Amie St is the future

I've been aware of Amie St for a while now -- heard the buzz, checked out the service a few times. Looked interesting, but I never spent too much time really thinking hard about what they were creating.

The way it works is that all songs start out as free downloads and rise in price the more they are purchased (with a max of $0.98). Variable pricing, with tons of social and community elements worked in.

Yesterday, Thaddeus Clark twittered that the new Sharon Jones & the Dap-Kings album, 100 Days, 100 Nights, was available on Amie St for download for $1.80. I read Thaddeus' tweet a few hours after he posted it, and being a big fan of the first two Jones/Dap-Kings albums, I popped over to Amie to buy it. When I got there, the album was listed at $6.22. Demand had been increasing for this great record, and prices started rising. So I bought it -- still a great deal at that price.

As of now (Wednesday 4 pm EST), the album is listed at $7.22. Still rising.

Thaddeus then wrote that Amie St. "appeals to the trend setters, early adopters, and majority all in one model." I read that at least twice.

Then it hit me. Hard. Media consumption with variable pricing based on the profile (and time of that profile) of the buyer. Simple model but one that covers the whole spectrum of possible listeners in an effective, and efficient, and social, and fun, way. Brilliant. Utterly.

For the past year I've been constructing an investment thesis (and trying to put together a portfolio of investments) that suggests that enormous value could be created by services that look at models of distribution, production and consumption from a different way. That look at them almost from the opposite, or outside-in, direction, viewing the consumer as the most important player, and not the distributor or manufacturer or producer. Outside-in services. Starting from the consumer, these services can then build value in much different, more efficient, better ways.

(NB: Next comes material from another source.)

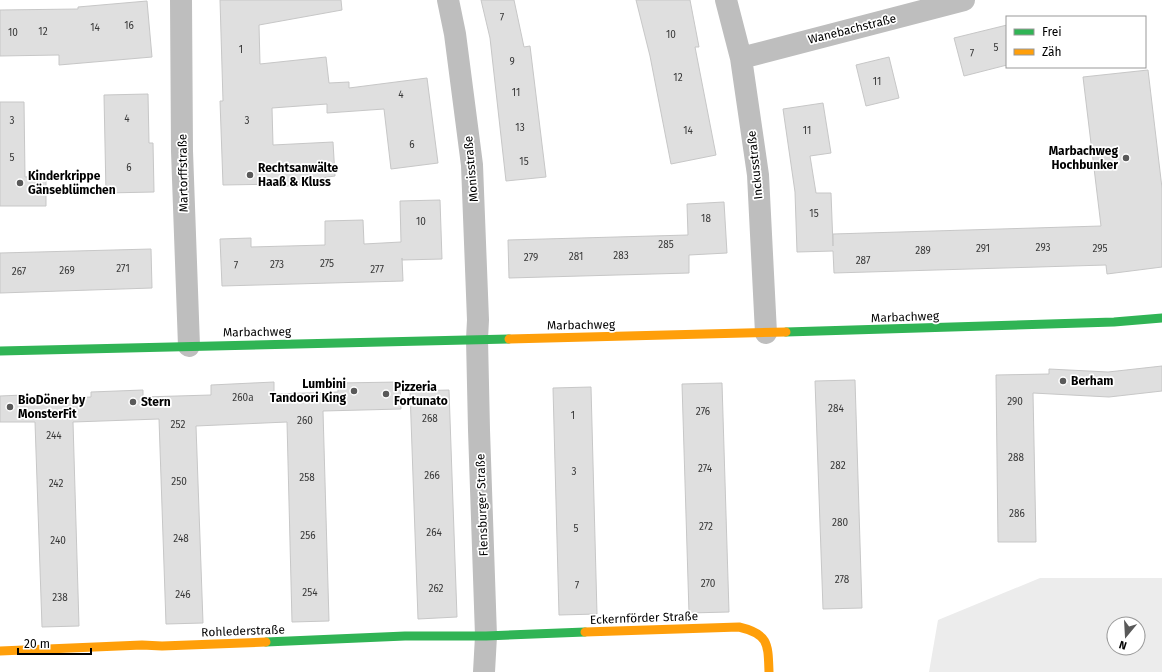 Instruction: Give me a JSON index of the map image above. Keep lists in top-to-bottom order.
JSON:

Amie St. hits this squarely on the head. It is the future of music distribution.

3 comments:

Dan Reich said...

Brilliant observation...could not agree more..

The next question is, how will the movie and television industries adapt to the same problems that the music industry is just beginning to sort out?

Anonymous said...

What happens when iTunes, Amazon, Walmart, or whoever else implements demand based pricing? Amie doesn't look so sexy then :)

Dan Reich said...

How long would it take for these larger corporations to actually implement this new standard of demand based pricing? Why would they change their business model when it currently proves to be working? More importantly, is their business model working because they are, in essence, the industries leaders? Nevertheless, these companies have proven to use current and best practices, so I would also agree that Amie street could and may not "look so sexy then".